If a line in the data below includes the string "text", please return a copy of it.

_ _ _ _ _ _ _

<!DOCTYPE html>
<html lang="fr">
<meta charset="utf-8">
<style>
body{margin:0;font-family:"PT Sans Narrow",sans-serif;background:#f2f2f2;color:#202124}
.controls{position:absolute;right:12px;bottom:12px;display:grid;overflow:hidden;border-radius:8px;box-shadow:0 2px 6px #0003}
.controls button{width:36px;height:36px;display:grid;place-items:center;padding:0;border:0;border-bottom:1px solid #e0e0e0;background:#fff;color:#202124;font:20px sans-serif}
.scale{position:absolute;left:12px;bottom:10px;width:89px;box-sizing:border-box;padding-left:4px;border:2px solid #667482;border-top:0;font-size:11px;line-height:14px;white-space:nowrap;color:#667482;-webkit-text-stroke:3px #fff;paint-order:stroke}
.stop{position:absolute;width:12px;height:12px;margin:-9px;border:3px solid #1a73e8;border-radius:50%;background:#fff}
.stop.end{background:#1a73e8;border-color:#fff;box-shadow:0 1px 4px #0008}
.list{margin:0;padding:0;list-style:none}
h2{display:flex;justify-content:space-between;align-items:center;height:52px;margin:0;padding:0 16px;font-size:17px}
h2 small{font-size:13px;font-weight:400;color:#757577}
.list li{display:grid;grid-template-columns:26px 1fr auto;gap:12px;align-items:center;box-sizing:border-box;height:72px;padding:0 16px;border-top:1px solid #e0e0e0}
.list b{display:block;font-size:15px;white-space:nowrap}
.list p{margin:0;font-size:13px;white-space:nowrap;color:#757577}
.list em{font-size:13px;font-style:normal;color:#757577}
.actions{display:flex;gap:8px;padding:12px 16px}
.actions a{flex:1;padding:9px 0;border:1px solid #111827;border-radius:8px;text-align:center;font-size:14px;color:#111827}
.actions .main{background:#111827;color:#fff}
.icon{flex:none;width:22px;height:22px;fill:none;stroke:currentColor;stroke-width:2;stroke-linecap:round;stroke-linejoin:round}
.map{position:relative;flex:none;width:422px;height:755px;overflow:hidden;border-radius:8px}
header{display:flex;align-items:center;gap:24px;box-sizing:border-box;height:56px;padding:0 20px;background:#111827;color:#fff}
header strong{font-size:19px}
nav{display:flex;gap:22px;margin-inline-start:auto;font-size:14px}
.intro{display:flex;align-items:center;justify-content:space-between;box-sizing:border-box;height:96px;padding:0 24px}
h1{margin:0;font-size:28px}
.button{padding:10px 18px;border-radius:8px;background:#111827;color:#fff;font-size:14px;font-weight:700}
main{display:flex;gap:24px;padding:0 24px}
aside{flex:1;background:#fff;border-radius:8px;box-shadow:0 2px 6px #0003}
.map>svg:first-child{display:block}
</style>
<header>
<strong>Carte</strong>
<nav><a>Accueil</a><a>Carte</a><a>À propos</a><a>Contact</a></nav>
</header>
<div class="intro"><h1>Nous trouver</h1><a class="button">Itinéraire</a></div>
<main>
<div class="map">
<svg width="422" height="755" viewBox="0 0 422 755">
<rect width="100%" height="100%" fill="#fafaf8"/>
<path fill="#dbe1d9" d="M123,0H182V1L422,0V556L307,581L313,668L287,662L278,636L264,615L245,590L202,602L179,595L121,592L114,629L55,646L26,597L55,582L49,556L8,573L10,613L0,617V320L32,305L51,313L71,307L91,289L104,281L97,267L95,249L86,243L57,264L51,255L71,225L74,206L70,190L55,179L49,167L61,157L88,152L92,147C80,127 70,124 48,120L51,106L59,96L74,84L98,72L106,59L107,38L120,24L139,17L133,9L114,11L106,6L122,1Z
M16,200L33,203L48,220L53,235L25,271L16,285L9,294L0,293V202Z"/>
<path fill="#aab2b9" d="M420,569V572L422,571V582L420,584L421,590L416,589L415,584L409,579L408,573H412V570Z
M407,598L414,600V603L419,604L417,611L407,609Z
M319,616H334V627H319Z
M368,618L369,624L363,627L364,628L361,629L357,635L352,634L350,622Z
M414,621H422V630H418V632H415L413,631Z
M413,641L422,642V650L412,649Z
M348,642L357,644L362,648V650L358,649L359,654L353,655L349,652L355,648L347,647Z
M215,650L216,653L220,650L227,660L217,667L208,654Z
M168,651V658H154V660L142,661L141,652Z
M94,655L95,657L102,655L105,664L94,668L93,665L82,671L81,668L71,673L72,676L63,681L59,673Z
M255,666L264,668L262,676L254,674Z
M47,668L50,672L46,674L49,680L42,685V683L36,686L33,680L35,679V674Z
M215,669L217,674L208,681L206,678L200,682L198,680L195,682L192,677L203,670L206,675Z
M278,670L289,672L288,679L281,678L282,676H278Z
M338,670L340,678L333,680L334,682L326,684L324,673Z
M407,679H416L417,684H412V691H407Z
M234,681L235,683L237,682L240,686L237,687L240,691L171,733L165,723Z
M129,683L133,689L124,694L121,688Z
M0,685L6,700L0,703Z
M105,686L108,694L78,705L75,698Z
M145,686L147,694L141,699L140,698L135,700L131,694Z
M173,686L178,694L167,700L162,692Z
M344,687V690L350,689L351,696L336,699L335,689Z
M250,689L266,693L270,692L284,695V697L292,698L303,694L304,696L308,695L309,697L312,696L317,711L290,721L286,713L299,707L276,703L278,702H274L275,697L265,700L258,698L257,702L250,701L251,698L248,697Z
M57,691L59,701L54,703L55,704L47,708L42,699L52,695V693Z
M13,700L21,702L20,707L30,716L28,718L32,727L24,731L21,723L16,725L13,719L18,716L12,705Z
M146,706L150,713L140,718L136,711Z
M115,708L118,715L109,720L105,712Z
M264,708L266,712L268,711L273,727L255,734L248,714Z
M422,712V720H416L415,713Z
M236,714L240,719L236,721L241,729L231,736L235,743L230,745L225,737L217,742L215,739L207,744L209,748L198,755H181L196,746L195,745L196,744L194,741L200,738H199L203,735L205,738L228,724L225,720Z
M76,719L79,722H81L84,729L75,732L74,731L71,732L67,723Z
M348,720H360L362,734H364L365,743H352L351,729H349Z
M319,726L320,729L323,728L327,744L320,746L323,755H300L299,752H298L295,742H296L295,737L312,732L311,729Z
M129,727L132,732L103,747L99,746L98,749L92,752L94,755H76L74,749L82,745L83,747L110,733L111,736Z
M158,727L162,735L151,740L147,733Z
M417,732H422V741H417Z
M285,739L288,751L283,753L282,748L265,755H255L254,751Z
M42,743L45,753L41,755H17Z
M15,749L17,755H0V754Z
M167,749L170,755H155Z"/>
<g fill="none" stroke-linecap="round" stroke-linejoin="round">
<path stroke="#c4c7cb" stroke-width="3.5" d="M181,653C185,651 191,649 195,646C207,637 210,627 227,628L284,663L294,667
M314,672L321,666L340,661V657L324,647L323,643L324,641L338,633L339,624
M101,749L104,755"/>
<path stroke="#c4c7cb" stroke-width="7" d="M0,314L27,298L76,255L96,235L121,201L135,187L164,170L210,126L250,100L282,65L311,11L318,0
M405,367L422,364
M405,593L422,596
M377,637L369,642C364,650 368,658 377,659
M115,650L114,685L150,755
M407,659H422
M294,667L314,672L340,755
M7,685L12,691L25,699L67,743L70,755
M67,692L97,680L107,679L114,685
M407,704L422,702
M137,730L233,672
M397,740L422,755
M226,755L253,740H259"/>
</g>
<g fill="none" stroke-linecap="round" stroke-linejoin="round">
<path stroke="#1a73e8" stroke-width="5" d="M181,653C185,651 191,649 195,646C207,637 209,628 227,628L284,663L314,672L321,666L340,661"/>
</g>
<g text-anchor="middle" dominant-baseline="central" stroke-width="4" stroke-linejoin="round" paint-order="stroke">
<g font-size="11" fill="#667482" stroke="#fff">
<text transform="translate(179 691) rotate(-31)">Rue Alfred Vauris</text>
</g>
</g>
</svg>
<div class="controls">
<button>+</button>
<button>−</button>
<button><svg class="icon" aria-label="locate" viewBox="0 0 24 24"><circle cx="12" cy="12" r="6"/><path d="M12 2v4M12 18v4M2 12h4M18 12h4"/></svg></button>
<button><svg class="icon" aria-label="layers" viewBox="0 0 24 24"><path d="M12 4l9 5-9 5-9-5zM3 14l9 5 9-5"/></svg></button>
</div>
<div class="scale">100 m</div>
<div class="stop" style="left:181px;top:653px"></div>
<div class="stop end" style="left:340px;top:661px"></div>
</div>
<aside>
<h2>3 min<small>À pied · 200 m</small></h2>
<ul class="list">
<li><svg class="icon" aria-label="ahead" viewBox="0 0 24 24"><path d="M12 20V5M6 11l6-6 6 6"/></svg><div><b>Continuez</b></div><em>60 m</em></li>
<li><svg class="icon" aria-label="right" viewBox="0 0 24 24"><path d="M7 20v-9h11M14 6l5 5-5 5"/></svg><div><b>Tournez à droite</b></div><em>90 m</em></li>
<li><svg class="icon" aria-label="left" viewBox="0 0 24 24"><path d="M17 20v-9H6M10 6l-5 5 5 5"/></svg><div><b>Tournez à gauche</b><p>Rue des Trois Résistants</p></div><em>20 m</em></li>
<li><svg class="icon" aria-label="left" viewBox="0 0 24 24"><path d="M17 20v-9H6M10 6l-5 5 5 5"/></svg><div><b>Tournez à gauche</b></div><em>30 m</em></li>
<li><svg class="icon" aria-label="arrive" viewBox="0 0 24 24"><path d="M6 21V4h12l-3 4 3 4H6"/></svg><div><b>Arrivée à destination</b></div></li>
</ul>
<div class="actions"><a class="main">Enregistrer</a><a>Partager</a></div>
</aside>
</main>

_ _ _ _ _ _ _

▶ [OUTPUT FOR THIS EXERCISE]:
.scale{position:absolute;left:12px;bottom:10px;width:89px;box-sizing:border-box;padding-left:4px;border:2px solid #667482;border-top:0;font-size:11px;line-height:14px;white-space:nowrap;color:#667482;-webkit-text-stroke:3px #fff;paint-order:stroke}
.actions a{flex:1;padding:9px 0;border:1px solid #111827;border-radius:8px;text-align:center;font-size:14px;color:#111827}
<g text-anchor="middle" dominant-baseline="central" stroke-width="4" stroke-linejoin="round" paint-order="stroke">
<text transform="translate(179 691) rotate(-31)">Rue Alfred Vauris</text>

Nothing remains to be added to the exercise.